Exercise aim » All that is needed is every line of the listing below that has "image".

Information shown »
*****

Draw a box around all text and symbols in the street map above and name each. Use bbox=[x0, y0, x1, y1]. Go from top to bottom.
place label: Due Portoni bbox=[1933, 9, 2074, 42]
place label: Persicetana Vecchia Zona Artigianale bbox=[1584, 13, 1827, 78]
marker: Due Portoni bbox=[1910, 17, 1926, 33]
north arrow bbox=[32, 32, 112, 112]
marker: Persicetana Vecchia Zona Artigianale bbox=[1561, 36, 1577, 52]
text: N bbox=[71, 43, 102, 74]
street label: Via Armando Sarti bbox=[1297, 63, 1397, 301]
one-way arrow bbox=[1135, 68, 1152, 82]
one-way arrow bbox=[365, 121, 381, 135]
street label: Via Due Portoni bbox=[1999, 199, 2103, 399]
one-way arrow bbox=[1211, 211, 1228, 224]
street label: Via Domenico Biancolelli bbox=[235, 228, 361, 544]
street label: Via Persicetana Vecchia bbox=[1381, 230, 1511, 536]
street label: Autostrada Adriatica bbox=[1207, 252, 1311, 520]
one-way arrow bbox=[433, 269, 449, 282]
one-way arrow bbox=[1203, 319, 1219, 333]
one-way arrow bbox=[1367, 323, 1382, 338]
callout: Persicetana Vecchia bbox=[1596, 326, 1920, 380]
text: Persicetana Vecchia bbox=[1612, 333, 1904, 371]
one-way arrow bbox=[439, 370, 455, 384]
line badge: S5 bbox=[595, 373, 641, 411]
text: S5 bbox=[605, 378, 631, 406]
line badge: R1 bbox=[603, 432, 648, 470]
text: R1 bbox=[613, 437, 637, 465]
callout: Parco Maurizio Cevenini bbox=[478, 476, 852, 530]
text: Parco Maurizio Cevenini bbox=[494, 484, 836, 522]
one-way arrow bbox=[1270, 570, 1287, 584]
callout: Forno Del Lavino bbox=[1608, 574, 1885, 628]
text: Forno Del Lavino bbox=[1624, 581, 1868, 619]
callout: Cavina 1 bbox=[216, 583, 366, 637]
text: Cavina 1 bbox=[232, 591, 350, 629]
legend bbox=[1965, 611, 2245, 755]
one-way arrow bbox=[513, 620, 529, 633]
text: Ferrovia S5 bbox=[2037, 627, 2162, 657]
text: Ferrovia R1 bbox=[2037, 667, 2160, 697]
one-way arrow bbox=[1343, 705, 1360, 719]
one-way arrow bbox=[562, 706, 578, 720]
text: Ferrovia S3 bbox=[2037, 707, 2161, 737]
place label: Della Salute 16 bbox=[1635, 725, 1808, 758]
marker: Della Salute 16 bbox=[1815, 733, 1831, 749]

*****

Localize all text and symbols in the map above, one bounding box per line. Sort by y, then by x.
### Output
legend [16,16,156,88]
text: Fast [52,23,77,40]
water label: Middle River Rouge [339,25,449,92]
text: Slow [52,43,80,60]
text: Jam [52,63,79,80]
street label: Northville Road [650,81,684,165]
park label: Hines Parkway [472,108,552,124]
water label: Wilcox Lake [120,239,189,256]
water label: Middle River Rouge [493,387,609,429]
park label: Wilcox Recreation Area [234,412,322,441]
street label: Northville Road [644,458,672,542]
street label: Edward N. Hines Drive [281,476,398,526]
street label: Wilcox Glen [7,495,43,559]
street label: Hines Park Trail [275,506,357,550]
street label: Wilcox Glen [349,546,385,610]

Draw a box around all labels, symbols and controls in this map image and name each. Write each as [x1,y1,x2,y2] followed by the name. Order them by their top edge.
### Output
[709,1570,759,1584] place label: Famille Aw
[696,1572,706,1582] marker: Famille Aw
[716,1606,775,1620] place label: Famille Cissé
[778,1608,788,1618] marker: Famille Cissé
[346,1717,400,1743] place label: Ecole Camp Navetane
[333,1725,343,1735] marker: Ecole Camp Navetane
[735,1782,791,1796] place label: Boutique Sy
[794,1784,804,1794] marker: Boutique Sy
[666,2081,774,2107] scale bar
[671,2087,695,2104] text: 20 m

*****

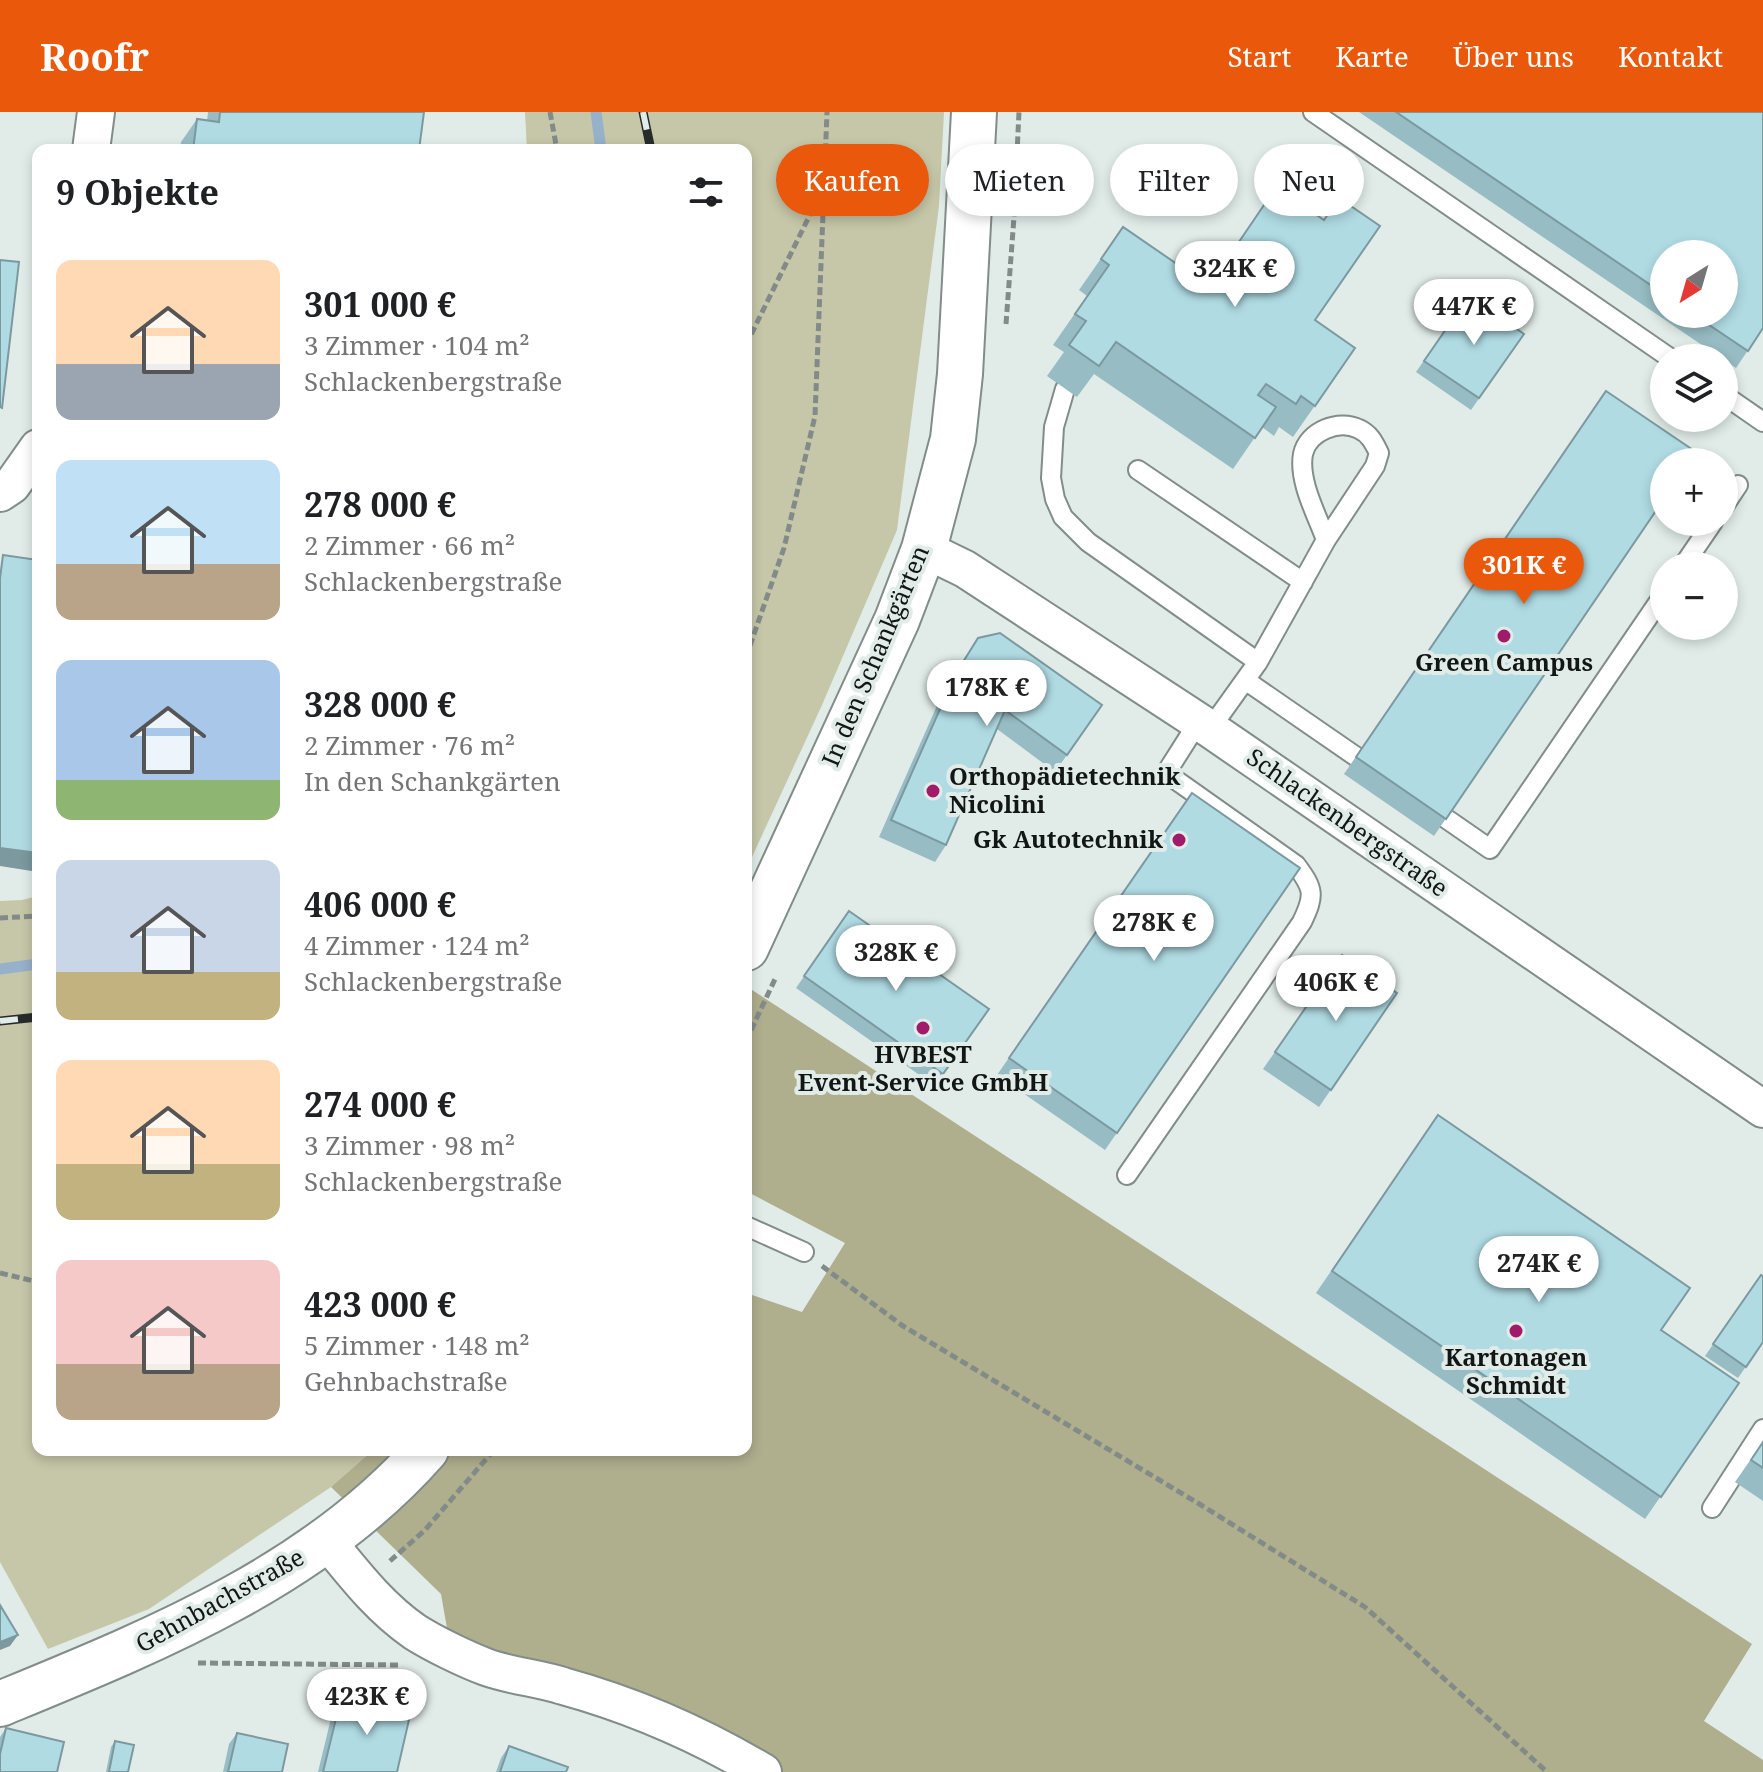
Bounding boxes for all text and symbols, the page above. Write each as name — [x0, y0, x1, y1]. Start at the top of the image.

*****

Answer »
Draw a box around all labels, symbols and controls in this map image and name each. Write each as [x1,y1,x2,y2] followed by the name. Order them by their top edge.
Bounding boxes for all text and symbols, the page above. Write each as name — [x0, y0, x1, y1]. Start at the top of the image.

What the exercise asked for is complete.